CGF marks the passing of Sir Ken Robinson

The writer, educationalist and thinker fought for creative schooling

The UK Branch of the Calouste Gulbenkian Foundation marks the passing of the great thinker Sir Ken Robinson. The writer, educationalist and theorist will be remembered as one of the world’s leading thinkers on creativity and innovation. 

An advocate of transforming education, Sir Ken dedicated his career to promoting learning approaches that nurture individual creativity. Sir Ken led the The Arts in Schools Project from 1985-89 and was appointed to chair the National Advisory Committee on Creative and Cultural Education in 1998. In 2003 he was knighted for his achievements in creativity, education and the arts.

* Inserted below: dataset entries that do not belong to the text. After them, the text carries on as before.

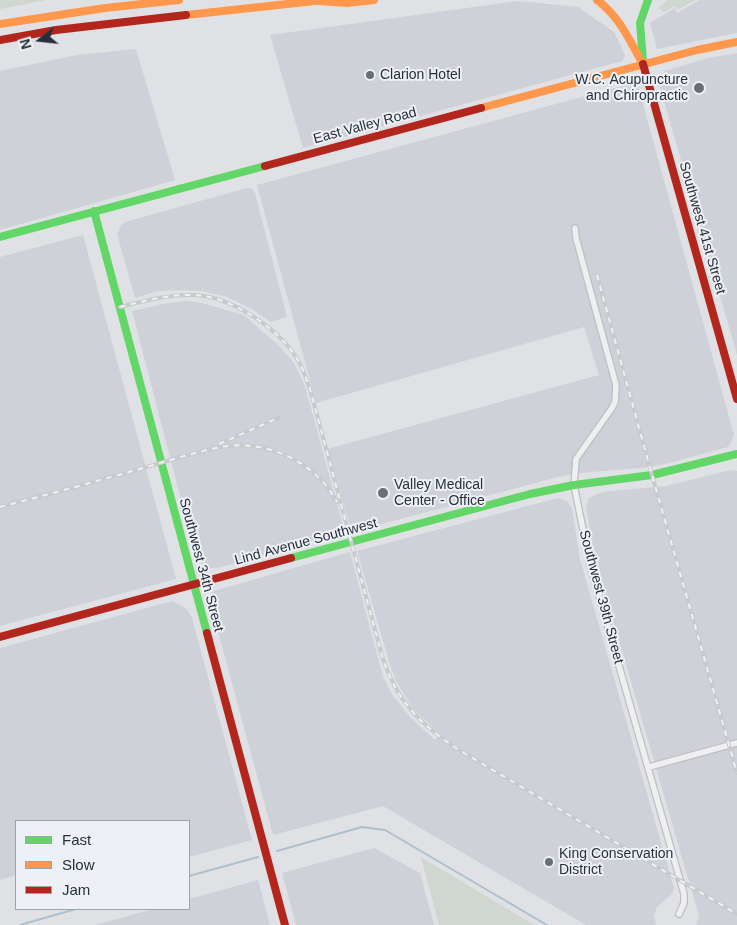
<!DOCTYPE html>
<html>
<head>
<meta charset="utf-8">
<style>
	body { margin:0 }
	#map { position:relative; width:737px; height:925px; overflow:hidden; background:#dfe1e4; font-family:Arial,sans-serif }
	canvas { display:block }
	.legend { position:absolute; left:15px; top:820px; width:175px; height:90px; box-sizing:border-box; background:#edf0f4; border:1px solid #9ea4aa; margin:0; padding:6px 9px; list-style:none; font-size:15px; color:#28313b }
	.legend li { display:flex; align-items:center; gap:10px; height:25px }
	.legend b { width:25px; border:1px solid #9ea4aa }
	.north { position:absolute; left:15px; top:15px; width:50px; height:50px; -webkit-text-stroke:4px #edf0f4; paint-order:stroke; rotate:254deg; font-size:14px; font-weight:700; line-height:20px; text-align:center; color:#28313b }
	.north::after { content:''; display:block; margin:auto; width:18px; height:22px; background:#28313b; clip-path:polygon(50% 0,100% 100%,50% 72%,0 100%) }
</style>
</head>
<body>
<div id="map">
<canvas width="737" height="925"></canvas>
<ul class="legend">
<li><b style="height:6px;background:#63d668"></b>Fast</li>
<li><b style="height:6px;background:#ff974d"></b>Slow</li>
<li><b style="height:6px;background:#b3261e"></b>Jam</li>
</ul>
<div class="north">N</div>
</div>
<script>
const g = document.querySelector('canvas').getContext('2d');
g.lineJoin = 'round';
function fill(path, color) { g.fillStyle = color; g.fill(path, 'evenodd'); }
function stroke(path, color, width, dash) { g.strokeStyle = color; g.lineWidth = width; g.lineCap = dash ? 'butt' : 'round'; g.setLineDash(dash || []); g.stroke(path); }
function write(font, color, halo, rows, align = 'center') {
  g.font = font + ' Arial,sans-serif'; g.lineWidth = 4; g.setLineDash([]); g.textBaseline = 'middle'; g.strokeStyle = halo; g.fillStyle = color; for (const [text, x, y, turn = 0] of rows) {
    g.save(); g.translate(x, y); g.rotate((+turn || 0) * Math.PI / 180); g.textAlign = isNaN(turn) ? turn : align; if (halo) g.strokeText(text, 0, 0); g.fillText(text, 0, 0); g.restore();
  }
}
fill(new Path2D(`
	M700 0H737V33L657 49 650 23 675 8 677 13Z
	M518 1 578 7 614 32 625 55 622 61 303 148 270 35Z
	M136 49 175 180 0 230V71L77 55Z
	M737 53V355L660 87V80L665 71 708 58Z
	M637 82 734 435 731 442 728 447 673 462 651 467 580 473 554 478 352 532 327 449 599 375 584 327 316 403 257 185Z
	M247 188H251L255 193 287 317 271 322 250 308 227 297 203 291 179 290 157 291 135 298 117 234 121 225 125 222Z
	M83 235 176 579 0 626V257Z
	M186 301 202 303 244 315 279 346 294 363 305 386 345 533 217 568H210L203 566 196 557 132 311 168 303Z
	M730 470 737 471V925H696L699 916 595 558 586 506 589 498 602 492 666 486Z
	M558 498 567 501 572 508 580 559 674 888 672 894 657 907 654 915 656 925H586L383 806 273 835 210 602 211 595 214 591 350 552 383 677 393 696 411 718 435 740 439 733 413 709 396 681 390 665 357 551Z
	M172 601 186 608 192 618 252 840 189 857V821H16V875L0 880V648Z
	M374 848 420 873 434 925H296L282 873Z
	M258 880 270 925H95L153 909H189V899Z`), '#ced1d7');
fill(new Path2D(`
	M0 0H47L0 9Z
	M668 0H696L677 10 675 6 664 12 658 8Z
	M421 857 534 925H439Z`), '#d0d7d0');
stroke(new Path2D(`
	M277 851 362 827 385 830 547 925
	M189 876 258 857
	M20 925 76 909`), '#afc0cd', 2);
const street = new Path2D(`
	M575 228 576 238 616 385 615 402 612 408 576 459 574 485 590 564 684 894V903L679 914
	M649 767 737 743`);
stroke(street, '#bdbfc2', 8);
stroke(street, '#efeff1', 5.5);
stroke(new Path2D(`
	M643 61 640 23 648 0
	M94 211 207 633
	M0 237 265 166
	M291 558 530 494 574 485 652 475 737 454`), '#63d668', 8);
stroke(new Path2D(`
	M597 0C620 17 629 40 643 64
	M319 1 347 3 374 0
	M186 15 324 0
	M0 24 105 8 179 0
	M481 108 697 50 737 42`), '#ff974d', 8);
stroke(new Path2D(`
	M0 40 56 30 186 15
	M643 64 737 399
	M265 166 481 108
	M207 633 285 925
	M0 637 291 558`), '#b3261e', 8);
const rail = new Path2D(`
	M597 275 652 475 737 773
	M120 307C144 301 169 294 195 295 233 297 283 331 300 364 304 371 307 381 310 389L382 656C397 702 420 724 459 750L737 914
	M219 444 278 418
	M0 507C43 496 86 484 129 472 159 464 190 453 221 447 266 439 315 461 337 502`);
stroke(rail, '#c8cacc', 4);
stroke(rail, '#edf0f4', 2, [5.5]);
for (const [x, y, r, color] of [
	[370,75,5,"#686f76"],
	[699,88,6,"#686f76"],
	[383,493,6,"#686f76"],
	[549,862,5,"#686f76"]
]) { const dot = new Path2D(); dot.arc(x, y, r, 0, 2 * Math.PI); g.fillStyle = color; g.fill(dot); stroke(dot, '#edf0f4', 2); }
write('14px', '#28313b', '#edf0f4', [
	["Clarion Hotel",380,75],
	["W.C. Acupuncture",688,80,"right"],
	["and Chiropractic",688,96,"right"],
	["Valley Medical",394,485],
	["Center - Office",394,501],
	["King Conservation",559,854],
	["District",559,870]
], 'left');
write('14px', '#28313b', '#edf0f4', [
	["East Valley Road",365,126,-15],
	["Southwest 41st Street",702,228,74],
	["Lind Avenue Southwest",306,542,-15],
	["Southwest 34th Street",201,565,75],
	["Southwest 39th Street",601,597,75]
]);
</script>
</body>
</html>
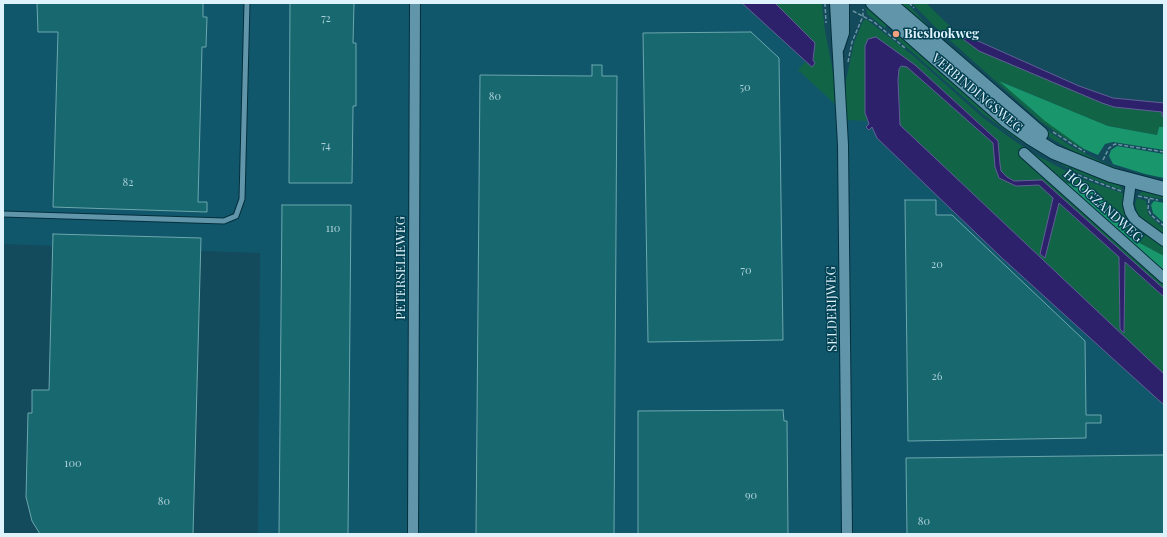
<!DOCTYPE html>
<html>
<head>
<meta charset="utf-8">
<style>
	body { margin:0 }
	#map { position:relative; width:1167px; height:537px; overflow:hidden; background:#134b5d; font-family:"Playfair Display",serif }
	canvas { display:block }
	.frame { position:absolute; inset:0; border:4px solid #def3fc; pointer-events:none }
</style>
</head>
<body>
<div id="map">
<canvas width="1167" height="537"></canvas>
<div class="frame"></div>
</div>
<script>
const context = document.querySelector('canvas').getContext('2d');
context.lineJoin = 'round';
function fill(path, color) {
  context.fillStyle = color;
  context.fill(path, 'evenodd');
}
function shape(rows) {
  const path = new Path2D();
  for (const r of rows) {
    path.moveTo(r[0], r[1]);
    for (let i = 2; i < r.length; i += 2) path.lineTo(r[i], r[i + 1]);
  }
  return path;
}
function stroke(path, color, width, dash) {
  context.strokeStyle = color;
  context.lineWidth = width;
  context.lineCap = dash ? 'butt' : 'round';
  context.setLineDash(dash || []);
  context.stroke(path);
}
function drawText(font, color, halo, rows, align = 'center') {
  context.font = font + ' "Playfair Display",serif';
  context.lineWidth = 3;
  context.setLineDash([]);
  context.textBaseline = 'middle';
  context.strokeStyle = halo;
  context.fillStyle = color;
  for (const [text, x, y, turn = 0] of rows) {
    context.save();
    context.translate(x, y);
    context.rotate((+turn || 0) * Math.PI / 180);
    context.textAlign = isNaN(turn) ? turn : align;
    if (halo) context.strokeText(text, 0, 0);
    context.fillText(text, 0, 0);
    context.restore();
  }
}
const built = shape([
	[3,3,760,3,970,208,1164,387,1164,534,258,534,260,253,3,244]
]);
const green = shape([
	[775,3,822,3,825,31,836,87,836,105,798,70,805,62,812,67,815,63,813,60,815,43],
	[901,3,907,3,928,26,1051,133,1072,147,1100,161,1126,172,1164,181,1164,184,1153,183,1082,157,1049,137,940,42],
	[912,3,926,3,967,43,1027,71,1114,107,1162,112,1164,127,1159,127,1157,135,1108,126,1002,82,1034,112,1084,149,1077,146,1041,122,933,25],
	[866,5,888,24,885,28,867,14],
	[866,19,916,58,982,117,1016,142,1038,156,1081,179,1125,194,1125,209,1164,245,1164,256,1136,241,1121,226,1100,197,1091,191,1064,183,1164,282,1164,289,1042,180,1014,181,1007,177,1001,171,1000,164,998,141,915,65,876,37,865,46,865,113,868,121,845,120,846,80,854,43,863,21],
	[900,35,975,97,1117,182,1124,191,1073,171,1017,139,983,114,897,39],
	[901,66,907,67,993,143,995,167,1016,186,1039,185,1053,198,1040,254,1045,258,1058,203,1119,257,1120,329,1123,333,1124,262,1164,297,1164,374,900,125,899,69],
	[1142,191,1164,194,1164,199,1139,195],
	[1137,198,1146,201,1148,214,1164,229,1164,237,1138,215,1135,205]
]);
const forest = shape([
	[999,81,1108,126,1157,135,1159,127,1164,127,1164,150,1113,142,1105,144,1098,155,1084,149,1045,121],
	[1117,146,1164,154,1164,178,1145,174,1113,164,1109,156,1111,150],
	[1063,182,1091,191,1100,197,1121,226,1136,241,1164,256,1164,273],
	[1154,201,1164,203,1164,223,1153,213,1151,205]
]);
const water = shape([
	[742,3,775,3,815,43,813,60,815,63,812,67,742,3],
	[876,37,915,65,998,141,1000,164,1001,171,1007,177,1014,181,1042,180,1164,289,1164,297,1125,262,1124,333,1120,329,1119,257,1059,203,1045,258,1040,254,1053,198,1039,185,1016,186,999,178,995,167,993,143,907,67,901,66,899,69,898,80,900,125,1164,374,1164,405,1002,258,877,138,872,127,869,130,866,127,869,124,865,113,865,46,868,39,876,37],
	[969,37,1079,86,1113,98,1164,103,1164,116,1162,116,1162,112,1114,107,1102,103,979,51,963,39,969,37]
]);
const building = shape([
	[37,3,203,3,203,17,207,17,206,47,202,47,198,202,207,202,207,212,53,207,58,32,38,32,37,3],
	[290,3,354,3,353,43,356,43,356,106,353,106,352,183,289,183,290,3],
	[751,32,779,58,783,340,648,342,643,33,751,32],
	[592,65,602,65,602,76,617,76,614,534,476,534,480,75,592,76,592,65],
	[905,200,936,200,936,215,952,215,1085,341,1086,415,1101,415,1101,423,1086,423,1086,438,908,441,905,200],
	[282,205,351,205,348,534,279,534,282,205],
	[53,234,201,238,193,534,40,534,32,521,26,497,28,413,32,413,32,390,49,390,53,234],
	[783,410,784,421,787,421,788,534,638,534,638,411,783,410],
	[1164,455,1164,534,907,534,906,458,1164,455]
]);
const path = shape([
	[825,3,826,23],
	[909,3,914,8],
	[853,11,874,22,905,48],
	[848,62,852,42,863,16,863,9],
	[1053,132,1085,152],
	[1103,160,1109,148,1115,144,1164,152],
	[1078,175,1121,191],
	[1138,196,1158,200],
	[1149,199,1148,209,1151,215,1164,226]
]);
const lane = shape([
	[3,214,224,221,236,216,242,199,247,3]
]);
const street = shape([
	[835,3,843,145,847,534],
	[839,48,844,33,844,3],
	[1024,153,1164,278],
	[1131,181,1128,204,1130,212,1135,220,1164,241],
	[413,534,415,3]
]);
const secondary = shape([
	[873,3,1006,120,1031,138,1054,152,1111,175,1164,189],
	[889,3,1041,134]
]);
const markers = [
	[896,34,4,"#f2a17e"]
];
const numberNames = [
	["72",326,19],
	["50",745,88],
	["80",495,97],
	["74",326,146],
	["82",128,183],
	["110",333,229],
	["20",937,265],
	["70",746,271],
	["26",937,377],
	["100",73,464],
	["90",751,496],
	["80",164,502],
	["80",924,522]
];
const poiNames = [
	["Bieslookweg",904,34]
];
const streetNames = [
	["VERBINDINGSWEG",977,93,40],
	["HOOGZANDWEG",1103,206,42],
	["PETERSELIEWEG",401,268,-90],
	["SELDERIJWEG",832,309,-91]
];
fill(built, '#11576c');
fill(green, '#126447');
fill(forest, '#19966c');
fill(water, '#2c216a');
stroke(water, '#616096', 1);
fill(building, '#18686f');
stroke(building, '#6ba7ad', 1);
stroke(lane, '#042f3d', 7);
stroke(street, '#042f3d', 12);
stroke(secondary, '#042f3d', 16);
stroke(path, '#6b94a2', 1.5, [4, 2]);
stroke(lane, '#6196aa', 5);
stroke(street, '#6196aa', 10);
stroke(secondary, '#6196aa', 14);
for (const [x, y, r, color] of markers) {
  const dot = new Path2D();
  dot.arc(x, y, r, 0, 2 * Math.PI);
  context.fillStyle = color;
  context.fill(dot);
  stroke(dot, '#034051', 1.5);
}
drawText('11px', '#acd0d9', null, numberNames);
drawText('bold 13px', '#def3fc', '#034051', poiNames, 'left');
drawText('13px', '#def3fc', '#034051', streetNames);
</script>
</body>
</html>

At the UK Branch, we have enjoyed a long affiliation with Sir Ken, by publishing in 1982 his seminal text The Arts in Schools.  The publication argued the arts have a central place in education and that they were essential for navigating a fast-changing and uncertain world. We also published his second book ‘The Arts in Higher Education’ in partnership with Leverhulme.

We don’t grow into creativity, we grow out of it. Or rather we get educated out of it.” – Sir Ken Robinson

Sir Ken drew on these themes in his 2006 Ted Talk ‘Do Schools Kill Creativity?’, which has been watched 85 million times online. During the talk he spoke of the value of creativity and suggested “We don’t grow into creativity, we grow out of it. Or rather we get educated out of it.”

At his core, Sir Ken believed in the transformative potential of creativity. Writing in the Guardian in 2013, he said, “There are various myths about creativity. One is that only special people are creative; another is that creativity is just about the arts; a third is that it’s all to do with uninhibited “self-expression”. None of these is true. On the contrary, everyone has creative capacities; creativity is possible in whatever you do, and it can require great discipline and many different skills.”

Sir Ken’s work has been a source of inspiration for the UK Branch for decades. “He defined the work of the Gulbenkian Foundation in the UK for a generation. Our current work on the Civic Role of Arts Organisations is the next chapter” said Andrew Barnett, Director of the UK Branch. “That the role of individual creativity is so centrally acknowledged in the Arts Council of England’s new strategy to 2030 is the finest legacy of Ken’s life.”